* Work required
Ignore the pictures in the data below and set down exactly the lines from its first line through the line containing "height:9px; margin:-4.5px; padding:0".
++++ Recorded information ++++
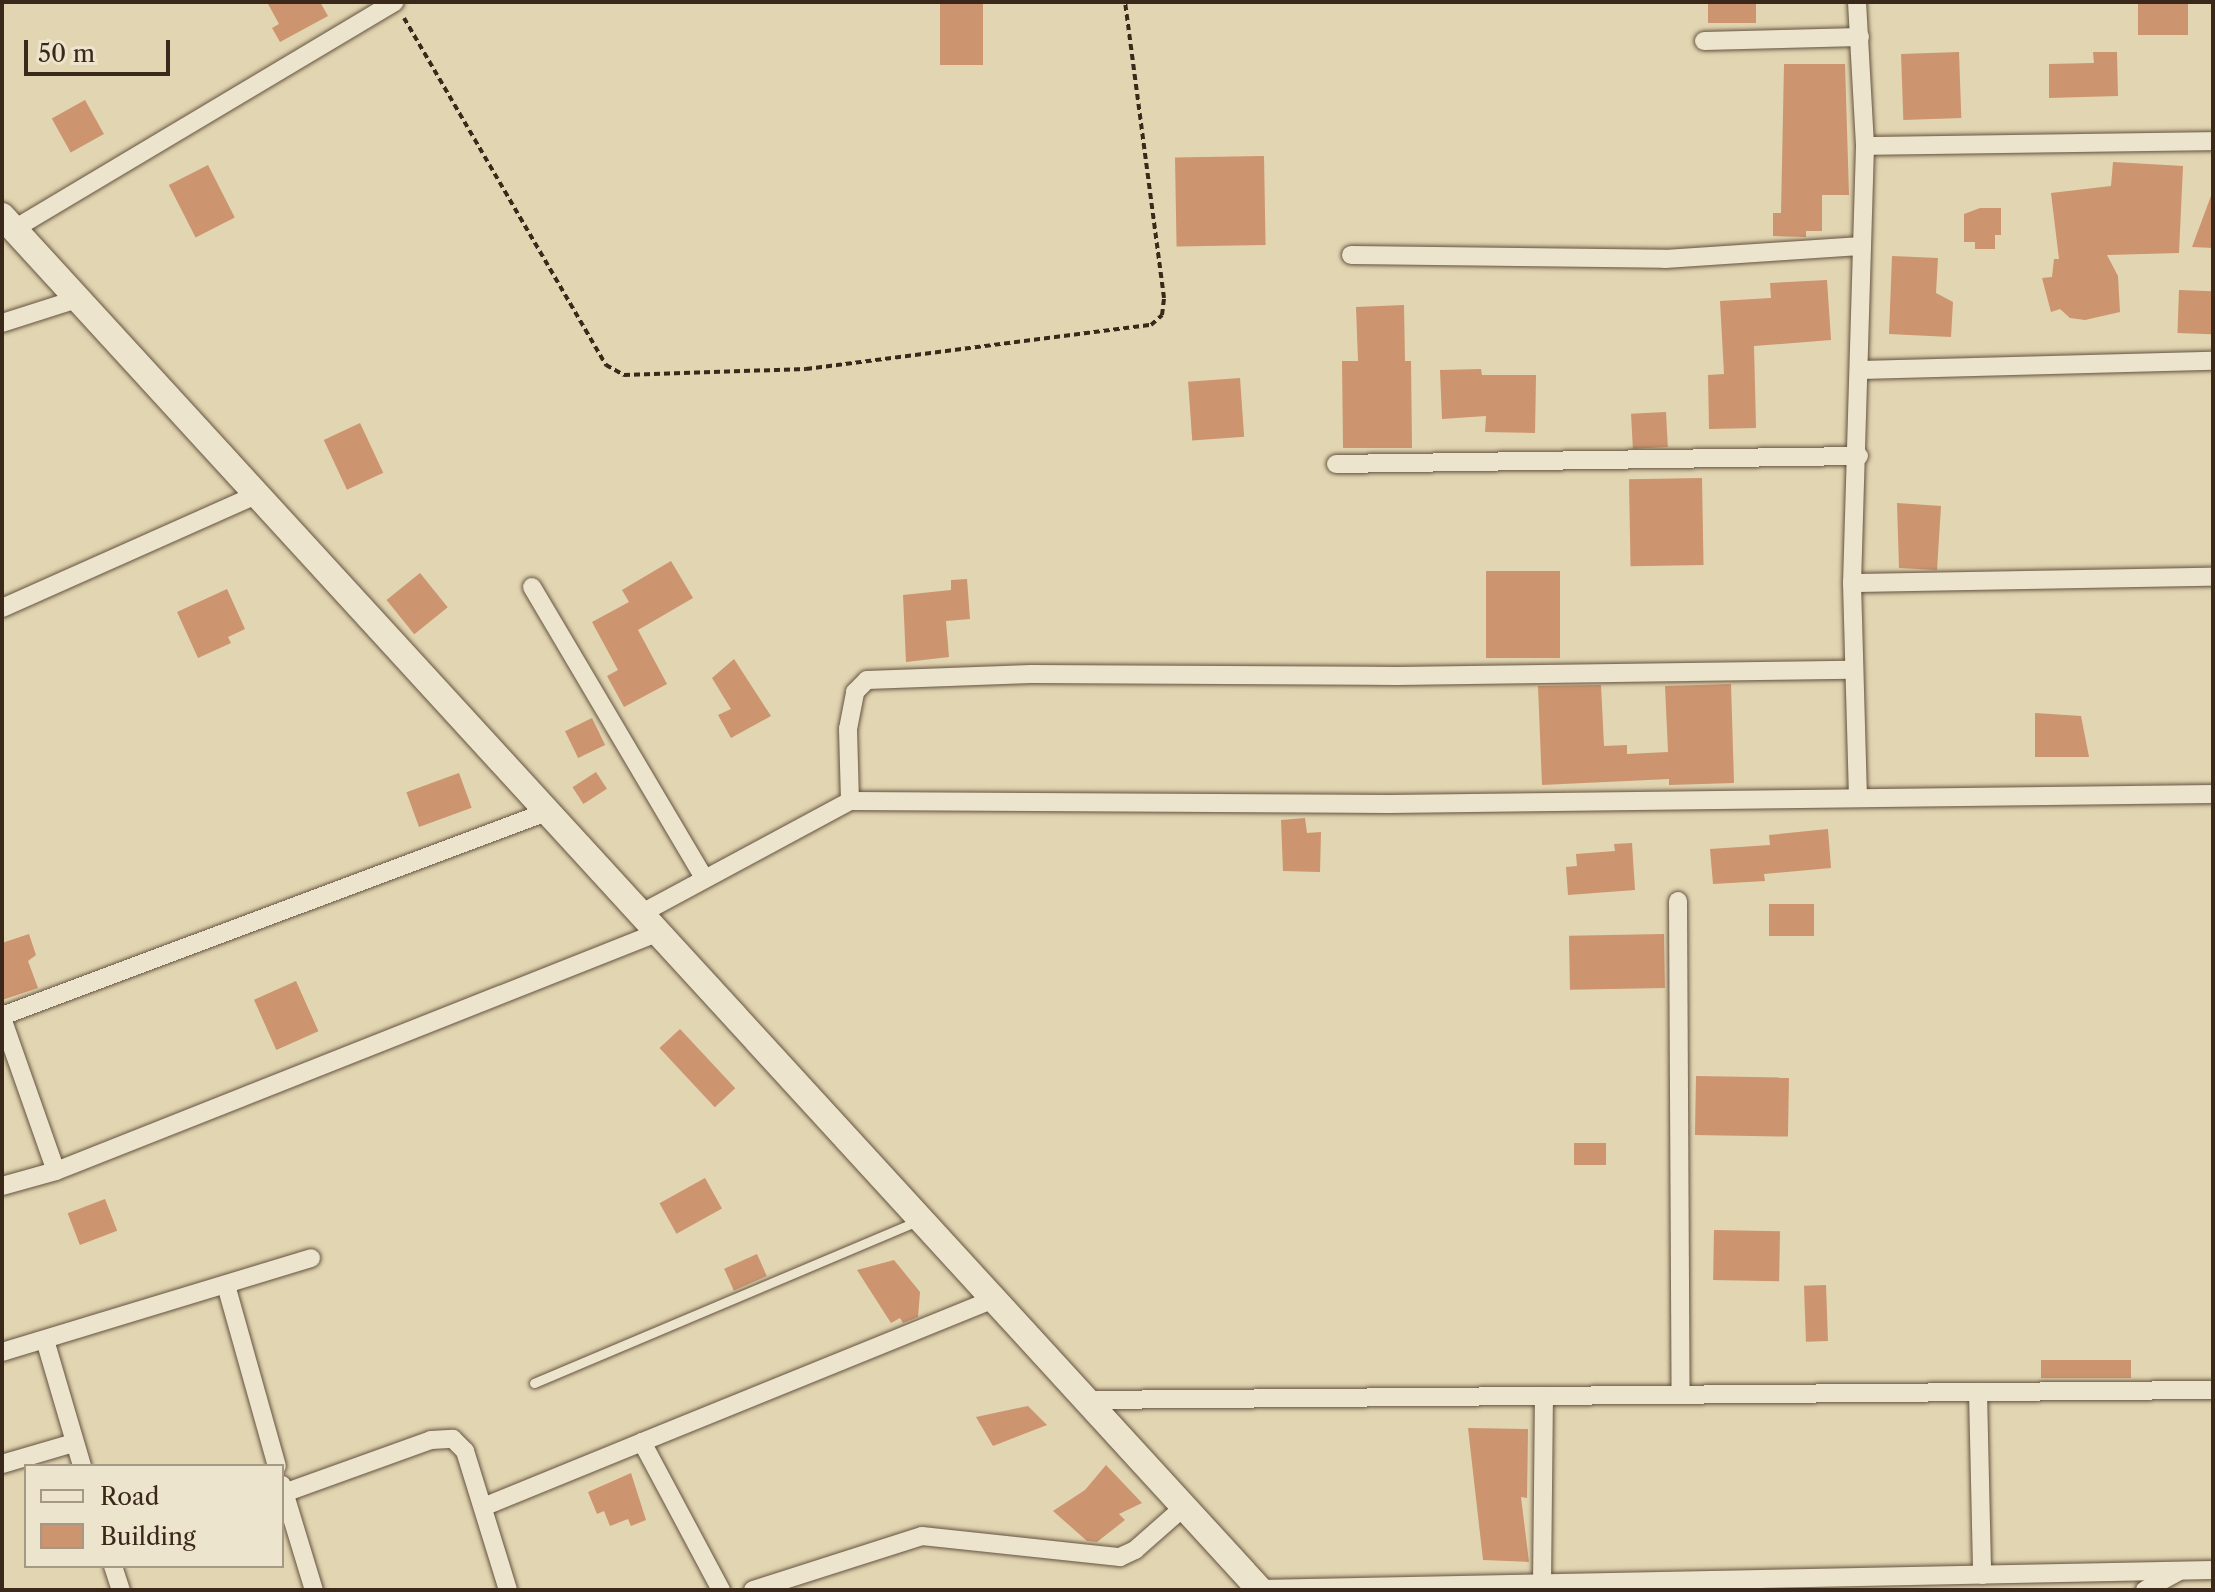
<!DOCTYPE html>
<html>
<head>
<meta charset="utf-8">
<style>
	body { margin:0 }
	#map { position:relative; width:2215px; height:1592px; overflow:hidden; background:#e2d5b1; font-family:"Libre Caslon Text",serif }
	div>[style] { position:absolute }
	.building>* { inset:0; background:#cc946f; transform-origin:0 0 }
	.path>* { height:4px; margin-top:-2px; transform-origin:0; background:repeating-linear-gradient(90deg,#3a281b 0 6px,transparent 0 10px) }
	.roads { filter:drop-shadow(0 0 2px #645340) drop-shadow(0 0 2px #645340) }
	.service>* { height:9px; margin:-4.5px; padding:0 4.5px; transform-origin:4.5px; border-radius:4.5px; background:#ece4cc }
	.minor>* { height:18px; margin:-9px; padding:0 9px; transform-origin:9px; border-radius:9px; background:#ece4cc }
	.secondary>* { height:26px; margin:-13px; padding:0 13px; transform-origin:13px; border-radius:13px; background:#ece4cc }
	span { translate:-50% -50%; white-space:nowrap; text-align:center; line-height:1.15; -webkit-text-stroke:7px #ece4cc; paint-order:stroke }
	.frame { position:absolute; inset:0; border:4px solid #3a281b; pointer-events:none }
	.legend { position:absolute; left:24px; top:1464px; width:260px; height:104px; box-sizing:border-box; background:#ece4cc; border:2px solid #a59985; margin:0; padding:10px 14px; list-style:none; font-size:24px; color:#3a281b }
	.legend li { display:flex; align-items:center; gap:16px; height:40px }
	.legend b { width:40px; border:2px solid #a59985 }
	.scale { position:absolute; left:24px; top:40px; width:146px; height:36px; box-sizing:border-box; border:4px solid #3a281b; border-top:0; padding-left:10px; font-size:24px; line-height:28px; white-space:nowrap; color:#3a281b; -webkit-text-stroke:6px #ece4cc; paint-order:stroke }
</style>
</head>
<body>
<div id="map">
	<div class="building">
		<div style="clip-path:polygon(267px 2px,320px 2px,328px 16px,280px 42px,272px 28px,279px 24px)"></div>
		<div style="left:940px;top:2px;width:43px;height:63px"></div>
		<div style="left:1708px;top:2px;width:48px;height:21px"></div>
		<div style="left:2138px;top:2px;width:50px;height:33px"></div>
		<div style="left:1959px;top:52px;width:66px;height:58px;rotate:88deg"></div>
		<div style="clip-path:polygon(2093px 52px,2117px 52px,2118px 96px,2049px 98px,2049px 64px,2094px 63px)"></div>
		<div style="clip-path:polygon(1784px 64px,1845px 64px,1849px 195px,1822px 195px,1822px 231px,1806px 231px,1806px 237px,1773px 236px,1773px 213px,1781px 213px)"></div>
		<div style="left:85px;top:100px;width:39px;height:38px;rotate:61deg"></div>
		<div style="left:1264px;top:156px;width:89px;height:89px;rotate:89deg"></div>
		<div style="clip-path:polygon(2113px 162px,2183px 166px,2179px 253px,2107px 255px,2118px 276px,2120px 312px,2085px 320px,2070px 318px,2060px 309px,2051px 312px,2042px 278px,2052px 277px,2054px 259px,2059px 259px,2051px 193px,2111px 186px)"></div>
		<div style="left:208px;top:165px;width:59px;height:44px;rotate:63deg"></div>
		<div style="clip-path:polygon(2211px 196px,2213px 248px,2192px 247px)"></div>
		<div style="clip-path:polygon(1980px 208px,2001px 208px,2001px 235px,1995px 235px,1995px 249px,1975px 249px,1975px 242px,1964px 242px,1964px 214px)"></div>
		<div style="clip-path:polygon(1892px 256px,1938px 258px,1936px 293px,1953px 302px,1951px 337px,1889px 334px)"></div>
		<div style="clip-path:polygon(1827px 280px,1831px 340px,1754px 346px,1756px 428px,1709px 429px,1708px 375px,1724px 374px,1720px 301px,1771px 298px,1770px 283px)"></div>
		<div style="left:2179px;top:290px;width:34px;height:43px;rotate:2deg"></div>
		<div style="clip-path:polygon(1404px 305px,1405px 361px,1411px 361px,1412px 448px,1343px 448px,1342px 361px,1358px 361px,1356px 307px)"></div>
		<div style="clip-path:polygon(1481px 369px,1482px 375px,1536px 375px,1535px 433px,1485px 432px,1486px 416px,1442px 419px,1440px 370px)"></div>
		<div style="left:1240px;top:378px;width:59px;height:52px;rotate:86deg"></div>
		<div style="left:1666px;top:412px;width:35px;height:35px;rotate:87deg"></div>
		<div style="left:360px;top:423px;width:55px;height:40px;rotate:65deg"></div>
		<div style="left:1702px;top:478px;width:87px;height:73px;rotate:89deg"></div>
		<div style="clip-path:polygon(1897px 503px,1941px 506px,1937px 570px,1899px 568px)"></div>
		<div style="clip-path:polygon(671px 561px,693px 598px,638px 630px,667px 684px,624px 707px,607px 676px,618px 670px,592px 622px,629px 602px,622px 590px)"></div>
		<div style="left:1486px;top:571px;width:74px;height:87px"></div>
		<div style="left:420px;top:573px;width:44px;height:43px;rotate:51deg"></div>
		<div style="clip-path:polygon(967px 579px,970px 619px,946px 621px,949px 657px,906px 662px,903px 595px,951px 590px,951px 580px)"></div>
		<div style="clip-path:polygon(227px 589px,245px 629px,228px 637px,231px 643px,198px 658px,177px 612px)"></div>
		<div style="clip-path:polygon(734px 659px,771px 716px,731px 738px,718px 715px,731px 709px,712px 678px)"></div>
		<div style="clip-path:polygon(1731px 684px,1734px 783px,1669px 785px,1669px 779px,1542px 785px,1538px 686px,1601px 685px,1604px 746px,1627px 745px,1627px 754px,1668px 752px,1665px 686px)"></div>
		<div style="clip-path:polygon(2035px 713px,2081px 716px,2089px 757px,2035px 757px)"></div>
		<div style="left:592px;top:718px;width:30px;height:30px;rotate:64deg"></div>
		<div style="left:596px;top:772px;width:20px;height:28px;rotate:57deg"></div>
		<div style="left:459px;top:773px;width:37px;height:56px;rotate:70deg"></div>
		<div style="clip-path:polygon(1305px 818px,1307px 833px,1321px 832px,1320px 872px,1283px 871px,1281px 820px)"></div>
		<div style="clip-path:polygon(1828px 829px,1831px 868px,1764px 874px,1765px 881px,1713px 884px,1710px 849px,1770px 845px,1769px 835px)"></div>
		<div style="clip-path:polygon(1632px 843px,1635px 890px,1568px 895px,1566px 867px,1577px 866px,1576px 854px,1615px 851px,1614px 844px)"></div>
		<div style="left:1769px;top:904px;width:45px;height:32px"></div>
		<div style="clip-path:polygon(29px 934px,36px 955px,28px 961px,38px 988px,2px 1000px,2px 943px)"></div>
		<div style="left:1664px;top:934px;width:54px;height:95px;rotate:89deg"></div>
		<div style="left:296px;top:981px;width:55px;height:46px;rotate:66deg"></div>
		<div style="left:680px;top:1029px;width:81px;height:28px;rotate:47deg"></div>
		<div style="left:1696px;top:1076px;width:93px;height:59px;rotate:1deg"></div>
		<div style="left:1606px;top:1143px;width:22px;height:32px;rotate:90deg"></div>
		<div style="left:705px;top:1178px;width:35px;height:52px;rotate:61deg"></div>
		<div style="left:105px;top:1199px;width:34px;height:40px;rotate:69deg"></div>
		<div style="left:1714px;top:1230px;width:66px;height:50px;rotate:1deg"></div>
		<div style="left:757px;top:1254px;width:24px;height:36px;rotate:66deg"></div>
		<div style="clip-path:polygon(894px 1260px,920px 1292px,918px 1317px,903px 1323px,900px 1318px,891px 1323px,857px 1270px)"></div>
		<div style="left:1826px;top:1285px;width:56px;height:22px;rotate:88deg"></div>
		<div style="left:2041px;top:1360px;width:90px;height:18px"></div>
		<div style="clip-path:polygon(1028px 1406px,1047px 1425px,993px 1446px,976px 1417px)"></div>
		<div style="clip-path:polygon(1468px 1428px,1528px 1429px,1527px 1498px,1521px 1497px,1529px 1562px,1483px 1560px)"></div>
		<div style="clip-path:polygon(1106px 1465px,1142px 1503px,1119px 1514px,1125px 1520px,1097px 1542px,1087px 1541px,1053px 1511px,1085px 1490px)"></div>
		<div style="clip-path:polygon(631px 1473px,646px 1520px,631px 1526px,628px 1519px,610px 1526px,604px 1511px,597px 1514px,588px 1492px)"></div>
	</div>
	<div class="path">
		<div style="left:404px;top:18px;width:402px;rotate:59.8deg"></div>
		<div style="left:606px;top:365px;width:21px;rotate:29deg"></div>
		<div style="left:624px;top:375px;width:182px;rotate:-1.9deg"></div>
		<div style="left:806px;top:369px;width:348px;rotate:-7.3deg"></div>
		<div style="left:1151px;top:325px;width:15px;rotate:-42deg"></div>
		<div style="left:1162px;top:315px;width:17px;rotate:-83deg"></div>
		<div style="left:1164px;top:298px;width:299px;rotate:-97.5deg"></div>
	</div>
	<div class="roads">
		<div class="service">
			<div style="left:534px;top:1383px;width:416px;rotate:-22.9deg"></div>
		</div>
		<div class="minor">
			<div style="left:1857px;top:2px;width:144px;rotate:86.8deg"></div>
			<div style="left:1865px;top:146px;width:437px;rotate:91.7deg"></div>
			<div style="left:1852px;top:583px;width:213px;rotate:88.4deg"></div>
			<div style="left:1704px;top:41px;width:156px;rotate:-1.5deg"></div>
			<div style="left:1865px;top:146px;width:348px;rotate:-0.8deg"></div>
			<div style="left:14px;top:229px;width:443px;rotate:-30.8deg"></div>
			<div style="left:1351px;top:255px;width:314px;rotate:0.7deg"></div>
			<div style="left:1665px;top:259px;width:197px;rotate:-3.8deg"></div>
			<div style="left:2px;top:323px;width:79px;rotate:-17.7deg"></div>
			<div style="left:1860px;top:370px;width:353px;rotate:-1.5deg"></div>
			<div style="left:1336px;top:464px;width:523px;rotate:-0.88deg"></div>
			<div style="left:1852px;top:583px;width:361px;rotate:-1deg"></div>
			<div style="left:532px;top:587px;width:336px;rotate:59.4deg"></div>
			<div style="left:2px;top:608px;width:280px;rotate:-24deg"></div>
			<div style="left:850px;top:801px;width:539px;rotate:0.32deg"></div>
			<div style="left:1389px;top:804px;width:824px;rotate:-0.7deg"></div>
			<div style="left:1678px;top:901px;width:494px;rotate:89.7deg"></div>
			<div style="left:642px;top:913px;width:236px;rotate:-28.3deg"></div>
			<div style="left:850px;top:801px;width:72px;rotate:-91.6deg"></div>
			<div style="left:848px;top:729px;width:38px;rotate:-79deg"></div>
			<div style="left:855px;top:692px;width:17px;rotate:-45deg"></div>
			<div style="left:867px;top:680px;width:164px;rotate:-2.1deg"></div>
			<div style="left:1031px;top:674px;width:366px;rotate:0.3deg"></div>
			<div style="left:1397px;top:676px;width:454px;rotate:-0.8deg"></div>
			<div style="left:2px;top:1016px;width:584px;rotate:-20.54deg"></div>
			<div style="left:2px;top:1018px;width:162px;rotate:70.6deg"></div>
			<div style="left:2px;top:1186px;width:56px;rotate:-15.5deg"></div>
			<div style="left:56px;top:1171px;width:649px;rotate:-21.62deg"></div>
			<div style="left:226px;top:1285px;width:188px;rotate:74.3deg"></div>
			<div style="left:45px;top:1340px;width:131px;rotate:73.6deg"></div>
			<div style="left:2px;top:1352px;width:323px;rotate:-16.9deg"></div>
			<div style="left:1978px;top:1392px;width:183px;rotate:88.7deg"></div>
			<div style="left:1086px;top:1400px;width:1127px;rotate:-0.51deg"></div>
			<div style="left:642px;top:1442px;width:380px;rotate:-22.1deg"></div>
			<div style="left:2px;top:1464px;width:75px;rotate:-16.3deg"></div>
			<div style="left:282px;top:1485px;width:110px;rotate:73.1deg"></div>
			<div style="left:284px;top:1493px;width:156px;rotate:-19.8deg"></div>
			<div style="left:431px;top:1440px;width:22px;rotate:-3deg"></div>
			<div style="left:453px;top:1439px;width:17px;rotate:45deg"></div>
			<div style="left:465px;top:1451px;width:145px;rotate:72.8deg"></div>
			<div style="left:483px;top:1507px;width:172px;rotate:-22.2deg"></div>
			<div style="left:642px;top:1442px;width:168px;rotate:61.9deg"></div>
			<div style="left:113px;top:1566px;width:25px;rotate:72deg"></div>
			<div style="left:1542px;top:1584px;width:188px;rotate:-89.4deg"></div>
			<div style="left:1259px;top:1589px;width:954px;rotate:-1.14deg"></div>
			<div style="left:753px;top:1590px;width:177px;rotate:-17.7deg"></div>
			<div style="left:922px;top:1536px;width:199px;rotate:6.1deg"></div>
			<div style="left:1120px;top:1557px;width:17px;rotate:-25deg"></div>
			<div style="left:1135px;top:1550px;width:65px;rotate:-41.3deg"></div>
			<div style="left:2145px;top:1590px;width:38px;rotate:-29deg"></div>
		</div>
		<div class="secondary">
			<div style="left:2px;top:216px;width:1863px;rotate:47.52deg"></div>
		</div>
	</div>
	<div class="frame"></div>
	<ul class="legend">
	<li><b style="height:10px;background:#ece4cc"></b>Road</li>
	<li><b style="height:22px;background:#cc946f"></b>Building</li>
	</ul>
	<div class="scale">50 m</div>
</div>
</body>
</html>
++++
* Response
<!DOCTYPE html>
<html>
<head>
<meta charset="utf-8">
<style>
	body { margin:0 }
	#map { position:relative; width:2215px; height:1592px; overflow:hidden; background:#e2d5b1; font-family:"Libre Caslon Text",serif }
	div>[style] { position:absolute }
	.building>* { inset:0; background:#cc946f; transform-origin:0 0 }
	.path>* { height:4px; margin-top:-2px; transform-origin:0; background:repeating-linear-gradient(90deg,#3a281b 0 6px,transparent 0 10px) }
	.roads { filter:drop-shadow(0 0 2px #645340) drop-shadow(0 0 2px #645340) }
	.service>* { height:9px; margin:-4.5px; padding:0 4.5px; transform-origin:4.5px; border-radius:4.5px; background:#ece4cc }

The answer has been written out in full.